Une école ordinaire du 1er degré

C’est le second jour de classe… Nous nous présentons dans une école du premier degré à Moscou. Ma foi : c'est une école comme toutes les écoles - car les enfants n'occupent pas que des châteaux. Nous entrons dans les classes : Voici la première année, enfants de huit ans, dont quelques-uns viennent des jardins ou des maisons d'enfants ; et d'autres n'ont jamais été à l’ école. ( Car, pour des raisons diverses, que j’ essaierai plus tard de justifier, l'âge scolaire ne commence qu‘à huit ans en Russie). Classe nombreuse, 35 à 40 enfants à la mine peu resplendissante. La classe elle-même ressemble comme une sœur à nos classes françaises – car l'école d'ancien régime tient si peu compte de l'enfant que toutes les écoles d'Europe se ressemblent. Et nous sommes ici dans un vieux bâtiment scolaire.
Nous nous rendons dans une deuxième classe, parallèle à la première, où on a sélectionné les élèves plus forts ou qui ont déjà un certain acquis scolaire. Et, de fait, la classe est plus vivante, plus heureuse.
Mais je n’y remarque aucune originalité importante. Et la même constatation dans d'autres écoles m'a fortifié dans cette opinion que la pédagogie russe n'a pas fait grand chose encore pour améliorer, révolutionner l'enseignement à cet âge ingrat qui va jusqu‘à neuf ou dix ans. Simple constatation pour éclairer les collègues français qui, au contraire, sont contraints par les programmes de hâter outre mesure les principales acquisitions scolaires, par un enseignement trop souvent prématuré. Cette constatation ne diminue d'ailleurs en rien la valeur de l'effort russe dont on comprendra la portée ; elle en est du moins la caractéristique .

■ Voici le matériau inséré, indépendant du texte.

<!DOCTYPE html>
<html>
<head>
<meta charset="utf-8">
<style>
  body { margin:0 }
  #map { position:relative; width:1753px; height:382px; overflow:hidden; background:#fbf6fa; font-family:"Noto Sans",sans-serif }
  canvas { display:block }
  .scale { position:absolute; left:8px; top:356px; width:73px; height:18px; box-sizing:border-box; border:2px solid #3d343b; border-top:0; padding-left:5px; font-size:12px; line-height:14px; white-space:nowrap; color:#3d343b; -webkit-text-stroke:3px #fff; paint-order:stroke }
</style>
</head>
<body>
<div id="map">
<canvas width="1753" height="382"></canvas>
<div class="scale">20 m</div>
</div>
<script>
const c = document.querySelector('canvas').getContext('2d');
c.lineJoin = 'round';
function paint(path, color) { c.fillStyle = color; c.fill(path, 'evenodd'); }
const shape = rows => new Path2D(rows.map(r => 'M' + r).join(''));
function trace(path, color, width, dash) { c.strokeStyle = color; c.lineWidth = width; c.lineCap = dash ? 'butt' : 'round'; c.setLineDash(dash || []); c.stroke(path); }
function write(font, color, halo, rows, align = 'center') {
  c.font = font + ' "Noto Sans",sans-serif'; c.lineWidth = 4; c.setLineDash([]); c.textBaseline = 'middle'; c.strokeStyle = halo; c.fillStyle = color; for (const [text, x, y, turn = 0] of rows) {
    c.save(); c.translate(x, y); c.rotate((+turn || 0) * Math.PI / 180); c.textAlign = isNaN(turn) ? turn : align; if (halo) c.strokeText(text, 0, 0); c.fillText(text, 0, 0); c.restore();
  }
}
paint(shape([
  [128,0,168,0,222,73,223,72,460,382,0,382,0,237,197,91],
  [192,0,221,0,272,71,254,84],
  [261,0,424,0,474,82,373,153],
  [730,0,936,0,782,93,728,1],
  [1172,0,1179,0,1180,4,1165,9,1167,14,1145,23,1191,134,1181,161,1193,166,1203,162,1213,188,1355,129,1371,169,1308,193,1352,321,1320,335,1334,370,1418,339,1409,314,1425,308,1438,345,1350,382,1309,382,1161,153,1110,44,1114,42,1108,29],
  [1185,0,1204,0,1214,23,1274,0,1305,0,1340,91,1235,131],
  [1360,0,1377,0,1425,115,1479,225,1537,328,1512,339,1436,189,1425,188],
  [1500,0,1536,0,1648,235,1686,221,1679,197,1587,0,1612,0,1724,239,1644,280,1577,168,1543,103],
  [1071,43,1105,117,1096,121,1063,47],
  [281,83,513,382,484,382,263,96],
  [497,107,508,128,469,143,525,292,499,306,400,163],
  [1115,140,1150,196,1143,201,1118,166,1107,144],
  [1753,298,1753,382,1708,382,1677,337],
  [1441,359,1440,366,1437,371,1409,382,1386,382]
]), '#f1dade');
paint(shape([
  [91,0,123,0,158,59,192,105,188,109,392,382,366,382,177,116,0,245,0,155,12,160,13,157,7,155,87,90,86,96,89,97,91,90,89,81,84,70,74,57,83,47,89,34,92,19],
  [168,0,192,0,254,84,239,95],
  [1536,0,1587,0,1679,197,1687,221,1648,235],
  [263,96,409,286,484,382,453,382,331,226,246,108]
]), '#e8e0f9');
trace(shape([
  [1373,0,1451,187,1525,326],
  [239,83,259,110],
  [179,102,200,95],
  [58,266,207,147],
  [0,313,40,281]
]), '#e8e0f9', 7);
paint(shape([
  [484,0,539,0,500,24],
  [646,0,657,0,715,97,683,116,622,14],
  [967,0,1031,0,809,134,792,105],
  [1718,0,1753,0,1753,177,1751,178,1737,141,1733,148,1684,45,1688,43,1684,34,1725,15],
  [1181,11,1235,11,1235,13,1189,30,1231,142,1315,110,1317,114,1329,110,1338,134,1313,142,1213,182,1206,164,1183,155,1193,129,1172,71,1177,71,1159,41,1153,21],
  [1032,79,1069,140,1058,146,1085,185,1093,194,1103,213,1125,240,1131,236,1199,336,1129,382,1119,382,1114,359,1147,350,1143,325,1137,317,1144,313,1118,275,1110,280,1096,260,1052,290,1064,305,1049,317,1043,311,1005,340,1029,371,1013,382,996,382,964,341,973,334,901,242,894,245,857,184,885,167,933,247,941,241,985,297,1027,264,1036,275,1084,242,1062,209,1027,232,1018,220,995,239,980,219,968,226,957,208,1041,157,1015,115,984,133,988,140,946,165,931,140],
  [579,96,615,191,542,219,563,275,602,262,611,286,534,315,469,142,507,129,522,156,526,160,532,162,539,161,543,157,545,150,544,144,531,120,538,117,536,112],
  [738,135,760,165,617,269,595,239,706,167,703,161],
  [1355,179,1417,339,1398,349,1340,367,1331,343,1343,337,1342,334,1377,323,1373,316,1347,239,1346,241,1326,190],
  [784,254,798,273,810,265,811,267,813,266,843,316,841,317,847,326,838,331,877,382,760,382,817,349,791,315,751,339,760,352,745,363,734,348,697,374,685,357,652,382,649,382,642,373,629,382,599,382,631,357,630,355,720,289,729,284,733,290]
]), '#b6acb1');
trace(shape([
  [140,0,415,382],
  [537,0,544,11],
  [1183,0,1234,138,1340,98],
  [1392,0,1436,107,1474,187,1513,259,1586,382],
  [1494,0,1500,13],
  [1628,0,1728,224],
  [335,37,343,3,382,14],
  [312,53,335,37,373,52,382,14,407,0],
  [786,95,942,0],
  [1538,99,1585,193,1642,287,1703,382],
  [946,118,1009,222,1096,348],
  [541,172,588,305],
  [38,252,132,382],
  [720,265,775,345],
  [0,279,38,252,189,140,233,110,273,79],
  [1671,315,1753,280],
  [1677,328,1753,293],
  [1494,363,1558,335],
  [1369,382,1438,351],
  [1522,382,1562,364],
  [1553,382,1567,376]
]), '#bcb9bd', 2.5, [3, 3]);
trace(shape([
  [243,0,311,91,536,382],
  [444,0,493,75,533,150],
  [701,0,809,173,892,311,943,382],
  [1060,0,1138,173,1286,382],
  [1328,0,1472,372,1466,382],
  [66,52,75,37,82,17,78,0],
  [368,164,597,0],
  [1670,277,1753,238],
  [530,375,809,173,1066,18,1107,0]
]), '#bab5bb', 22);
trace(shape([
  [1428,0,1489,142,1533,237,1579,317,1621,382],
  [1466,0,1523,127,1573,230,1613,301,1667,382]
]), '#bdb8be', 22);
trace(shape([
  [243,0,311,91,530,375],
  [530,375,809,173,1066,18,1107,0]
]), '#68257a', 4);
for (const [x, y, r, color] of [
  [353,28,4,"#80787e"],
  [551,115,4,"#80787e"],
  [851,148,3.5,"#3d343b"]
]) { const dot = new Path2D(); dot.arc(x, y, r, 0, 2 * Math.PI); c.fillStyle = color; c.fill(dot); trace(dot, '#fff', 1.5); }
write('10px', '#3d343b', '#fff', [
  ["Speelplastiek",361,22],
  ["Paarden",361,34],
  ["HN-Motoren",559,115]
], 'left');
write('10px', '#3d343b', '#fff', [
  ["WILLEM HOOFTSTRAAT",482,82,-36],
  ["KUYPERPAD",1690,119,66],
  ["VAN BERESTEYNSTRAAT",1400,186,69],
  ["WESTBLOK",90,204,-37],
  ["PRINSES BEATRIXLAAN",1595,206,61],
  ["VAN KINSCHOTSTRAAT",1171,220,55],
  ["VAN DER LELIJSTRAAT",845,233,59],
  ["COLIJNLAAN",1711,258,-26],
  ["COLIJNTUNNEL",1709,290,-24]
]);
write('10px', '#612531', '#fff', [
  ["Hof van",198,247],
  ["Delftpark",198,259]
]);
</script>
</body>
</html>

A la classe de troisième année ( 10 ans) la physionomie change déjà. La classe est encore nombreuse ( 48 élèves), mais il y a là une maîtresse d'élite, formée par l'Académie communiste de Blondsky, qui dirige avec aisance tout son petit monde.

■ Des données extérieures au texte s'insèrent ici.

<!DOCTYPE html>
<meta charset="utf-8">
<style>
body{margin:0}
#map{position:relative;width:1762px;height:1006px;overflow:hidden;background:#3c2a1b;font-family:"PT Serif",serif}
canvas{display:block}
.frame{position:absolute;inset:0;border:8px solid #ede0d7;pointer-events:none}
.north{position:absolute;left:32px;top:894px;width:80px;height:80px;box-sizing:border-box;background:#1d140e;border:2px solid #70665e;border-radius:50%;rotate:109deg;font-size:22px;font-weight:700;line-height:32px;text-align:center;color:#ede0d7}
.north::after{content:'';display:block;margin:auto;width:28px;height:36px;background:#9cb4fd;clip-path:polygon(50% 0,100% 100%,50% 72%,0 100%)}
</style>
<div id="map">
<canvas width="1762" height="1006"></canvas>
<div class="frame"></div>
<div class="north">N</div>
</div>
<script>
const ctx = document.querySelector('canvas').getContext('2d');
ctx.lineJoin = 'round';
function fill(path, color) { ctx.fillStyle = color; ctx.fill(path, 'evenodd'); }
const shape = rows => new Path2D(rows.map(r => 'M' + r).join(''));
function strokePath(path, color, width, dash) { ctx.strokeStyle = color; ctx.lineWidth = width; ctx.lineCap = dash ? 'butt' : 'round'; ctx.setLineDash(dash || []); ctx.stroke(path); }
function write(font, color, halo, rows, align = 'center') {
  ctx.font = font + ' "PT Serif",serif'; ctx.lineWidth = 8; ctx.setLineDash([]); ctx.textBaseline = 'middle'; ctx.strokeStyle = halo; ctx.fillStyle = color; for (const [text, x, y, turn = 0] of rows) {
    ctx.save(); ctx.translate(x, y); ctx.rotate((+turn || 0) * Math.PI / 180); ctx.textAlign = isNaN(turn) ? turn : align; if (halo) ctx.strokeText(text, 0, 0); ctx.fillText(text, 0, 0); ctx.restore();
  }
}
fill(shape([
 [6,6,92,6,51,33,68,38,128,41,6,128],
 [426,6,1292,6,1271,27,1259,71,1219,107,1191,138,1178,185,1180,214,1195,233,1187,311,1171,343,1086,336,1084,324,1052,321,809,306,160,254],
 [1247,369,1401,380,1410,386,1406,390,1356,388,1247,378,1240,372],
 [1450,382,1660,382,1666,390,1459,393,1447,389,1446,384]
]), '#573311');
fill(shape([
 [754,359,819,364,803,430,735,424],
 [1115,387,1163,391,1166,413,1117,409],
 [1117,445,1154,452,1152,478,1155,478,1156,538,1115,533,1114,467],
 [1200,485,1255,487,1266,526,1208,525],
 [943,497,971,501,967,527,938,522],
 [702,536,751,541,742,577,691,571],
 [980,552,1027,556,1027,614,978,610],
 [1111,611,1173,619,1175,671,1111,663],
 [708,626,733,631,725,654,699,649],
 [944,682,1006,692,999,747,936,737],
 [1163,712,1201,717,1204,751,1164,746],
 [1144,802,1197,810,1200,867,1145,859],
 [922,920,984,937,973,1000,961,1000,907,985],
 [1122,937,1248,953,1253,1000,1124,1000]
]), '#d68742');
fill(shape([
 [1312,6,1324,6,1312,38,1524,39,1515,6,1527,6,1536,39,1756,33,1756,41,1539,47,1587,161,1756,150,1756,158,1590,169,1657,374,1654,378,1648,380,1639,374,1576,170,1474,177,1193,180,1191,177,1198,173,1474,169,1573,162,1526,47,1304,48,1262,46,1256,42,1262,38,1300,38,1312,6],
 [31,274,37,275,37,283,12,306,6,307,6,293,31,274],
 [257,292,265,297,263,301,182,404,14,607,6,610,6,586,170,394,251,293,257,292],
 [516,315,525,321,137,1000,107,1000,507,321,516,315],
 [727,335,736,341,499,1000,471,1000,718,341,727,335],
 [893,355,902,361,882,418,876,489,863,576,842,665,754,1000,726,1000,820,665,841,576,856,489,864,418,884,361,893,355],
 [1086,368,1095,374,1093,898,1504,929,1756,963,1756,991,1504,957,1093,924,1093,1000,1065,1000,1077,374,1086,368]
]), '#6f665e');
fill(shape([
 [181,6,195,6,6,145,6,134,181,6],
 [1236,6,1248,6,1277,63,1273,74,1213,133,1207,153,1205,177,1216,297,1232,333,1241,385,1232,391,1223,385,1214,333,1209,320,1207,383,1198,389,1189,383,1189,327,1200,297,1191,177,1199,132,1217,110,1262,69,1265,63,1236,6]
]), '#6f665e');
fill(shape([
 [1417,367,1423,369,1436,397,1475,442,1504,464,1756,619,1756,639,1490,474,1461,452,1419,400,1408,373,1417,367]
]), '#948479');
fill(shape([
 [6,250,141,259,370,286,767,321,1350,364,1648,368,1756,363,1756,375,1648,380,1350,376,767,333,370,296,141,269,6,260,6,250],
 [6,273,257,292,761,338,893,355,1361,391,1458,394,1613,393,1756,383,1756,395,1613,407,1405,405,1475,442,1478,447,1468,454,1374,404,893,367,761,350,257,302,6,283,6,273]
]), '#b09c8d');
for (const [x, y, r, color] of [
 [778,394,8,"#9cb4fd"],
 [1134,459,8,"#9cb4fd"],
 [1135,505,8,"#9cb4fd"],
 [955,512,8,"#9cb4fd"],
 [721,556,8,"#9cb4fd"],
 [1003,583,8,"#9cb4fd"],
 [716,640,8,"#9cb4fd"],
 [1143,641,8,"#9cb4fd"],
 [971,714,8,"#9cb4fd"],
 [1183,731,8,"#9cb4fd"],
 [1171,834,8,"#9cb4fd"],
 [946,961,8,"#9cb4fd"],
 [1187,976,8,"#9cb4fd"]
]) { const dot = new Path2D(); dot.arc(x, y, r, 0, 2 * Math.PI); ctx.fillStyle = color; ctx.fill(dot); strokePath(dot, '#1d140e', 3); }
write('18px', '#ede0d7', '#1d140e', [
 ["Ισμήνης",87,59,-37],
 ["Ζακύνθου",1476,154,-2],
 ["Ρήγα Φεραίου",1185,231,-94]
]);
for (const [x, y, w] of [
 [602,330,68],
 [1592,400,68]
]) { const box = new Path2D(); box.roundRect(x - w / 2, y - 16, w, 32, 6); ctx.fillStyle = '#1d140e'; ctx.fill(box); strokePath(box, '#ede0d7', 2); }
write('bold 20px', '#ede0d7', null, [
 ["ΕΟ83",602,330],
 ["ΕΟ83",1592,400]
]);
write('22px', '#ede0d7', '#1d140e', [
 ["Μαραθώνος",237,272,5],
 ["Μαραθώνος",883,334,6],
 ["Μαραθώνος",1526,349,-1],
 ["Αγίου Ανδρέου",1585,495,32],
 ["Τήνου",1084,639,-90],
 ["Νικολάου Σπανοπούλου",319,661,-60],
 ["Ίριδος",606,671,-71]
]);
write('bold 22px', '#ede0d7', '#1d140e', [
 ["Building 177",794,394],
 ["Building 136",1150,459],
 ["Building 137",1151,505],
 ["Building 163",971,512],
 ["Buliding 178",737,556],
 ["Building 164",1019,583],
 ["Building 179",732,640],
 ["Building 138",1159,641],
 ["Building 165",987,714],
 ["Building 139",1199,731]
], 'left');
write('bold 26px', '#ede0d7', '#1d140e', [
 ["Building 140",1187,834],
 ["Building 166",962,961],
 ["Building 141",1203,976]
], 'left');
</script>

On vient de faire un diagramme. Boyer vous a dit la vogue mais aussi la portée de cette méthode nouvelle, où nous saisissons, matérialisée, la comparaison entre le nombre d'enfants : ayant passé leurs vacances en Crimée ( les moins nombreux, ou dans des camps de pionniers, ou restés en ville, ou, et ce sont les plus nombreux, étant allés dans les villages. Maintenant les élèves racontent à tour de rôle les bonnes journées passées au grand air. C'est très joli ce qu’ils racontent : en Crimée, les pionniers ont aidé aux paysans à faire la récolte ; il y avait dans la région un ancien château princier devenu aujourd’hui maison de repos pour les paysans. D'autres ont visité des sanatorias ; les plus heureux ont aidé à la vendange, et, bien entendu, ont mangé beaucoup de raisin.
Cette vie et cette joie nous font plaisir.
Dans une classe de 4ème année, aussi nombreuse, - garçons et filles naturellement - nous tombons en plein travail d'organisation scolaire du self-government. L'institutrice n'a pas l'air ni novatrice, ni bien révolutionnaire.
C'est une humble petite femme grisonnante, déjà ancienne dans le métier sans doute, et que la vie a débordée. Car l'élan des jeunes et les institutions nouvelles sont parfois plus forts que toutes les résistances « raisonnables »
Les élections ont été faites. On a déjà organisé le travail. Les tâches de la classe ont été réparties en diverses commissions, embryons de la vie de l'école. ( Voir l'énumération des 2 commissions nommées dans l'article de Boyer, E.E. n° 5).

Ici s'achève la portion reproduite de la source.